RECORDS FOR THE TASK:
::::::::

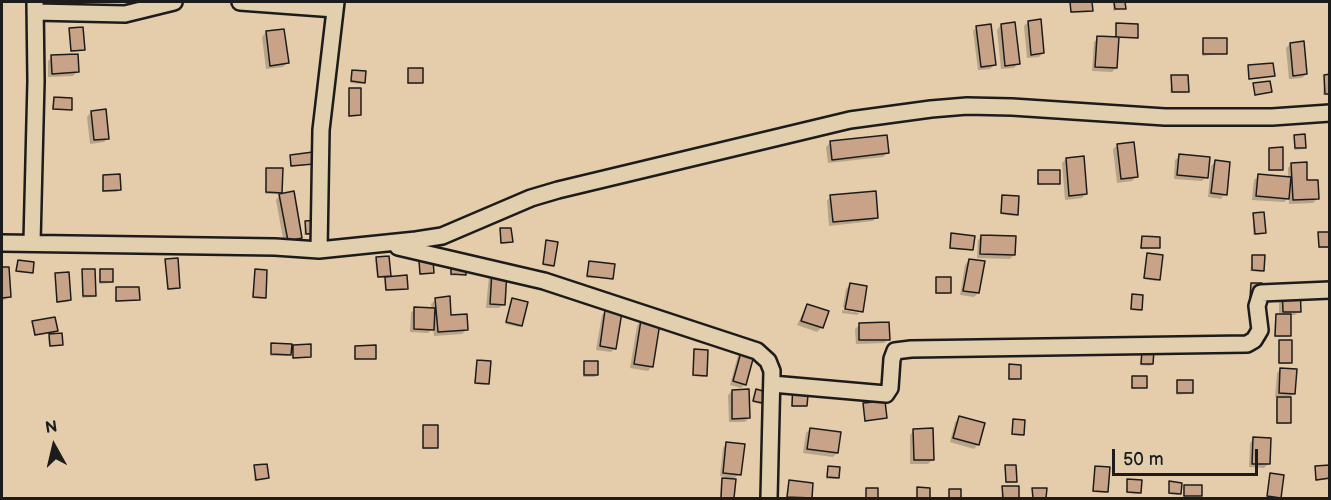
<!DOCTYPE html>
<style>
body{margin:0}
#map{position:relative;width:1331px;height:500px;overflow:hidden;background:#e5ccaa;font-family:"Balsamiq Sans",sans-serif}
canvas{display:block}
.frame{position:absolute;inset:0;border:3px solid #1c1c1c;pointer-events:none}
.north{position:absolute;left:24px;top:416px;width:60px;height:60px;-webkit-text-stroke:4px #e2cfad;paint-order:stroke;rotate:352deg;font-size:16px;font-weight:700;line-height:24px;text-align:center;color:#1c1c1c}
.north::after{content:'';display:block;margin:auto;width:21px;height:27px;background:#1c1c1c;clip-path:polygon(50% 0,100% 100%,50% 72%,0 100%)}
.scale{position:absolute;left:1112px;top:449px;width:146px;height:27px;box-sizing:border-box;border:3px solid #1c1c1c;border-top:0;padding-left:8px;font-size:18px;line-height:21px;white-space:nowrap;color:#1c1c1c;-webkit-text-stroke:4px #e2cfad;paint-order:stroke}
</style>
<div id="map">
<canvas width="1331" height="500"></canvas>
<div class="frame"></div>
<div class="north">N</div>
<div class="scale">50 m</div>
</div>
<script>
const context = document.querySelector('canvas').getContext('2d');
context.lineJoin = 'round';
function paint(path, color) { context.fillStyle = color; context.fill(path, 'evenodd'); }
const toPath = rows => new Path2D(rows.map(r => 'M' + r).join(''));
function strokePath(path, color, width, dash) { context.strokeStyle = color; context.lineWidth = width; context.lineCap = dash ? 'butt' : 'round'; context.setLineDash(dash || []); context.stroke(path); }
const shadow = toPath([
 [1091,2,1090,12,1070,13,1070,2],
 [1113,2,1124,2,1124,8,1113,11],
 [1028,22,1043,53,1039,57,1027,58,1024,26],
 [1001,25,1018,63,1014,68,1001,69,997,30],
 [1117,25,1137,37,1117,38,1116,68,1112,72,1092,71,1094,42,1098,38,1115,39],
 [977,27,995,64,990,69,978,70,973,31],
 [70,30,83,50,81,51,70,52],
 [266,32,287,63,283,67,266,69,262,37],
 [1203,40,1226,53,1202,56],
 [1290,44,1306,74,1302,78,1289,79,1286,48],
 [52,57,77,72,73,76,48,77,48,61],
 [1248,67,1273,76,1248,80],
 [409,70,421,82,419,84,407,84],
 [353,71,364,82,362,84,350,83],
 [1324,76,1330,76,1330,95,1323,95],
 [1172,77,1187,91,1185,93,1170,93],
 [1254,85,1270,92,1254,96],
 [349,90,359,115,357,116,348,117],
 [54,99,70,109,52,110],
 [91,112,108,138,104,142,90,144,87,117],
 [1295,136,1305,147,1303,149,1294,150],
 [830,143,887,153,883,157,828,163,826,147],
 [1118,145,1136,177,1132,181,1117,183,1113,149],
 [1270,149,1282,170,1280,171,1268,171],
 [290,156,312,163,290,167],
 [1180,156,1206,177,1202,181,1174,179,1175,160],
 [1066,159,1086,194,1082,198,1065,200,1062,163],
 [1215,162,1225,194,1221,199,1208,197,1211,166],
 [1292,164,1317,199,1313,203,1289,204,1289,197,1284,202,1252,200,1254,180,1258,176,1288,178,1288,168],
 [267,169,281,192,279,194,265,194],
 [1039,172,1058,183,1037,185],
 [104,176,119,190,117,192,102,192],
 [280,195,300,238,296,242,284,244,276,200],
 [831,196,877,217,873,221,829,226,827,201],
 [1003,196,1016,214,1014,216,1000,214],
 [1253,215,1265,232,1263,234,1253,235],
 [305,222,316,234,304,235],
 [500,230,511,241,509,243,500,244],
 [1319,234,1330,247,1329,248,1318,248],
 [952,235,972,250,949,249],
 [982,236,1014,255,1010,259,977,258,978,240],
 [1142,238,1159,248,1140,249],
 [547,242,553,265,551,267,542,265],
 [1147,255,1158,279,1156,281,1143,279],
 [1253,256,1263,270,1261,272,1250,271],
 [388,257,390,278,407,288,405,290,385,291,384,278,377,278,375,260],
 [166,260,179,287,177,289,167,290],
 [969,260,978,293,974,297,960,295,965,265],
 [18,261,31,273,15,272],
 [420,263,432,273,419,275],
 [589,263,612,278,586,278],
 [450,264,464,274,450,276],
 [7,268,9,297,2,301,2,269],
 [255,270,264,297,262,299,252,298],
 [83,271,95,296,93,297,82,298],
 [100,271,112,282,110,283,99,284],
 [493,272,503,304,499,308,486,308,489,276],
 [56,274,70,300,68,302,56,303],
 [937,278,950,292,948,294,935,294],
 [850,285,861,311,860,312,860,310,843,307,846,289],
 [116,289,138,300,115,302],
 [1279,290,1299,311,1295,315,1290,315,1287,337,1274,337,1275,317,1279,315],
 [1133,296,1141,309,1139,311,1130,310],
 [436,299,449,317,466,330,462,334,434,336,433,328,428,333,410,332,411,313,415,308,432,309,431,304],
 [513,299,521,325,519,327,505,324],
 [807,305,822,327,817,332,797,325],
 [842,310,860,313,857,315,842,313],
 [606,311,615,348,611,352,596,350,602,315],
 [641,321,652,366,648,371,630,368,637,326],
 [33,322,56,331,52,335,61,345,49,347,48,337,52,333,34,336],
 [860,325,888,339,884,343,856,344,855,329],
 [1258,330,1267,330,1266,341,1256,341],
 [1279,341,1291,362,1289,364,1278,364],
 [272,344,290,350,294,346,310,357,292,359,292,352,288,356,270,356],
 [1131,345,1129,356,1118,356,1117,347],
 [355,347,375,358,354,360],
 [754,349,745,384,741,388,730,385,739,351],
 [695,350,705,375,704,377,692,376],
 [1142,351,1152,364,1150,366,1140,365],
 [477,361,487,384,485,385,474,384],
 [584,362,596,375,595,377,583,377],
 [1009,366,1020,378,1018,380,1008,380],
 [1281,369,1294,393,1290,397,1288,424,1276,424,1276,400,1279,397,1275,397,1277,373],
 [1133,378,1145,387,1131,389],
 [1178,381,1192,393,1176,395],
 [792,386,806,406,804,407,791,407],
 [732,391,749,418,745,422,729,422,728,395],
 [756,391,768,394,764,405,752,402],
 [864,404,885,418,864,422],
 [960,418,978,444,974,449,950,442,955,422],
 [1014,420,1022,434,1021,436,1011,435],
 [424,426,436,448,434,449,422,449],
 [810,429,837,453,833,457,803,453,806,433],
 [914,430,932,460,928,464,910,464,910,435],
 [1254,438,1268,464,1264,468,1249,467,1250,443],
 [727,443,740,474,734,478,732,498,720,498,721,481,725,477,720,476,723,448],
 [1330,466,1330,479,1315,481,1315,468],
 [255,467,267,478,265,479,254,481],
 [1005,467,1016,481,1014,483,1005,483],
 [1096,467,1107,491,1105,493,1092,492],
 [829,468,838,478,836,479,826,479],
 [1271,475,1280,497,1278,498,1266,498],
 [1128,481,1140,492,1138,494,1126,493],
 [789,482,812,484,810,498,786,498],
 [1170,483,1180,493,1178,495,1168,494],
 [1184,486,1200,495,1183,497],
 [1018,487,1018,498,1001,498,1003,488],
 [1112,497,1126,497,1126,498,1110,498]
]);
const building = toPath([
 [1070,2,1092,2,1093,11,1071,12,1070,2],
 [1114,2,1125,2,1126,9,1115,9,1114,2],
 [1041,19,1044,53,1031,55,1028,21,1041,19],
 [1015,22,1020,64,1005,66,1001,24,1015,22],
 [1116,23,1138,24,1138,38,1116,37,1116,23],
 [991,24,996,65,981,67,976,26,991,24],
 [83,27,85,50,71,51,69,28,83,27],
 [284,29,289,63,270,66,266,31,284,29],
 [1097,36,1119,37,1117,68,1095,67,1097,36],
 [1203,38,1227,38,1227,54,1203,54,1203,38],
 [1304,41,1307,74,1293,76,1290,43,1304,41],
 [78,54,79,72,52,74,51,55,78,54],
 [1273,63,1275,76,1249,79,1248,65,1273,63],
 [408,68,423,68,423,83,408,83,408,68],
 [352,70,366,71,365,83,351,81,352,70],
 [1330,74,1330,94,1325,94,1324,75,1330,74],
 [1171,75,1188,75,1189,92,1172,92,1171,75],
 [1270,81,1272,92,1255,95,1253,83,1270,81],
 [349,88,361,88,361,115,349,116,349,88],
 [54,97,72,98,72,110,53,109,54,97],
 [106,109,109,139,94,140,91,111,106,109],
 [1305,134,1306,148,1295,148,1294,135,1305,134],
 [887,135,889,153,832,160,830,141,887,135],
 [1134,142,1138,177,1121,179,1117,144,1134,142],
 [1283,147,1283,170,1269,170,1269,148,1283,147],
 [313,152,314,164,291,166,290,155,313,152],
 [1179,154,1210,157,1208,178,1177,175,1179,154],
 [1084,156,1087,194,1069,196,1066,158,1084,156],
 [1215,160,1230,162,1227,195,1211,193,1215,160],
 [1307,162,1307,180,1318,180,1319,199,1293,200,1291,163,1307,162],
 [266,168,283,168,282,193,266,192,266,168],
 [1038,170,1060,170,1060,184,1038,184,1038,170],
 [120,174,121,190,103,191,103,175,120,174],
 [1258,174,1291,177,1289,199,1256,196,1258,174],
 [294,191,302,238,288,241,279,194,294,191],
 [876,191,878,218,833,222,830,195,876,191],
 [1002,195,1019,196,1018,215,1001,213,1002,195],
 [1264,212,1266,233,1255,234,1253,213,1264,212],
 [318,220,319,233,306,234,305,221,318,220],
 [500,228,511,228,513,242,501,243,500,228],
 [1318,232,1330,232,1330,247,1319,247,1318,232],
 [951,233,975,236,973,250,950,248,951,233],
 [981,235,1016,236,1015,255,980,254,981,235],
 [1142,236,1160,237,1160,248,1141,248,1142,236],
 [546,240,558,242,554,266,543,264,546,240],
 [1147,253,1163,255,1160,280,1144,278,1147,253],
 [1252,255,1265,255,1264,271,1252,270,1252,255],
 [389,256,391,276,378,277,376,257,389,256],
 [178,258,180,288,168,289,165,259,178,258],
 [969,259,985,261,979,293,963,291,969,259],
 [18,260,34,262,33,273,16,271,18,260],
 [433,260,434,273,420,274,419,261,433,260],
 [451,261,466,261,466,275,451,274,451,261],
 [589,261,615,264,613,279,587,276,589,261],
 [2,267,9,267,11,297,2,298,2,267],
 [82,269,95,269,96,296,83,296,82,269],
 [100,269,113,269,113,282,100,282,100,269],
 [255,269,267,270,266,298,253,297,255,269],
 [492,270,507,271,505,305,490,304,492,270],
 [69,272,71,300,57,302,55,273,69,272],
 [407,275,408,289,386,290,385,277,407,275],
 [936,277,951,277,951,293,936,293,936,277],
 [850,283,867,286,863,312,845,309,850,283],
 [1251,283,1262,283,1261,298,1250,298,1251,283],
 [1300,284,1301,312,1283,312,1282,285,1300,284],
 [116,287,139,287,140,300,116,301,116,287],
 [1132,294,1143,295,1142,310,1131,309,1132,294],
 [450,296,451,315,467,314,468,330,438,332,435,298,450,296],
 [512,298,528,302,522,326,506,322,512,298],
 [807,304,829,311,823,328,801,321,807,304],
 [414,307,435,308,434,330,414,329,414,307],
 [605,310,622,312,616,349,600,346,605,310],
 [1276,314,1291,314,1291,336,1275,336,1276,314],
 [55,317,58,331,35,335,32,321,55,317],
 [641,320,660,323,653,367,634,364,641,320],
 [889,322,890,340,859,340,859,323,889,322],
 [62,333,63,345,50,346,49,334,62,333],
 [1279,340,1292,340,1292,363,1279,363,1279,340],
 [271,343,292,344,291,355,271,354,271,343],
 [311,344,311,357,293,358,293,345,311,344],
 [376,345,376,359,355,359,355,346,376,345],
 [743,345,756,348,746,385,733,381,743,345],
 [694,349,708,350,707,376,693,375,694,349],
 [1142,350,1154,350,1153,364,1141,364,1142,350],
 [477,360,491,361,489,384,475,383,477,360],
 [584,361,598,361,598,375,584,375,584,361],
 [1009,364,1021,365,1021,379,1009,379,1009,364],
 [1280,368,1297,369,1295,394,1279,393,1280,368],
 [1132,376,1147,376,1147,388,1132,388,1132,376],
 [1177,380,1193,380,1193,393,1177,393,1177,380],
 [793,382,809,383,807,406,792,406,793,382],
 [749,389,750,418,732,419,732,390,749,389],
 [756,389,770,393,767,404,753,401,756,389],
 [1277,397,1291,397,1291,423,1277,423,1277,397],
 [885,401,887,418,865,421,863,403,885,401],
 [959,416,985,423,979,445,953,438,959,416],
 [1013,419,1025,420,1024,435,1012,434,1013,419],
 [423,425,438,425,438,448,423,448,423,425],
 [810,428,841,432,838,453,807,449,810,428],
 [933,428,934,460,914,460,913,429,933,428],
 [1253,437,1271,438,1270,464,1252,464,1253,437],
 [726,442,745,444,741,475,723,473,726,442],
 [267,464,269,478,256,480,254,465,267,464],
 [1005,465,1016,465,1017,482,1006,482,1005,465],
 [1330,465,1330,478,1316,480,1315,466,1330,465],
 [828,466,840,467,839,478,827,477,828,466],
 [1095,466,1110,467,1108,492,1093,491,1095,466],
 [1270,473,1284,475,1281,498,1267,496,1270,473],
 [722,478,736,479,734,498,721,498,722,478],
 [1127,479,1142,480,1141,493,1127,492,1127,479],
 [789,480,813,483,812,498,787,497,789,480],
 [1169,481,1182,483,1181,494,1169,493,1169,481],
 [1184,485,1202,485,1202,496,1184,496,1184,485],
 [1002,486,1019,486,1019,498,1003,498,1002,486],
 [917,487,930,488,930,498,917,498,917,487],
 [866,488,878,488,878,498,866,498,866,488],
 [1032,488,1047,488,1046,498,1033,498,1032,488],
 [949,489,961,489,961,498,949,498,949,489]
]);
const street = toPath([
 [240,2,335,9],
 [35,12,125,14,174,2],
 [32,242,36,81,35,2],
 [2,243,275,247,319,250,416,240,442,236,531,198,558,190,850,120,931,109,967,106,1012,107,1165,117,1272,117,1330,113],
 [398,247,544,281,757,351,768,361,772,371,769,498],
 [319,250,321,130,336,2],
 [772,384,886,394,890,388,892,359,895,351,911,349,1247,344,1254,340,1260,330,1257,306,1261,293,1330,290]
]);
paint(shadow, '#0003');
paint(building, '#c9a387');
strokePath(building, '#1c1c1c', 1.5);
strokePath(street, '#1c1c1c', 20);
strokePath(street, '#e2cfad', 15);
</script>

::::::::

WHAT YOU HAVE TO DO:
Pull from the data each line where the string "shadow" turns up.

OUTPUT BELOW:
const shadow = toPath([
paint(shadow, '#0003');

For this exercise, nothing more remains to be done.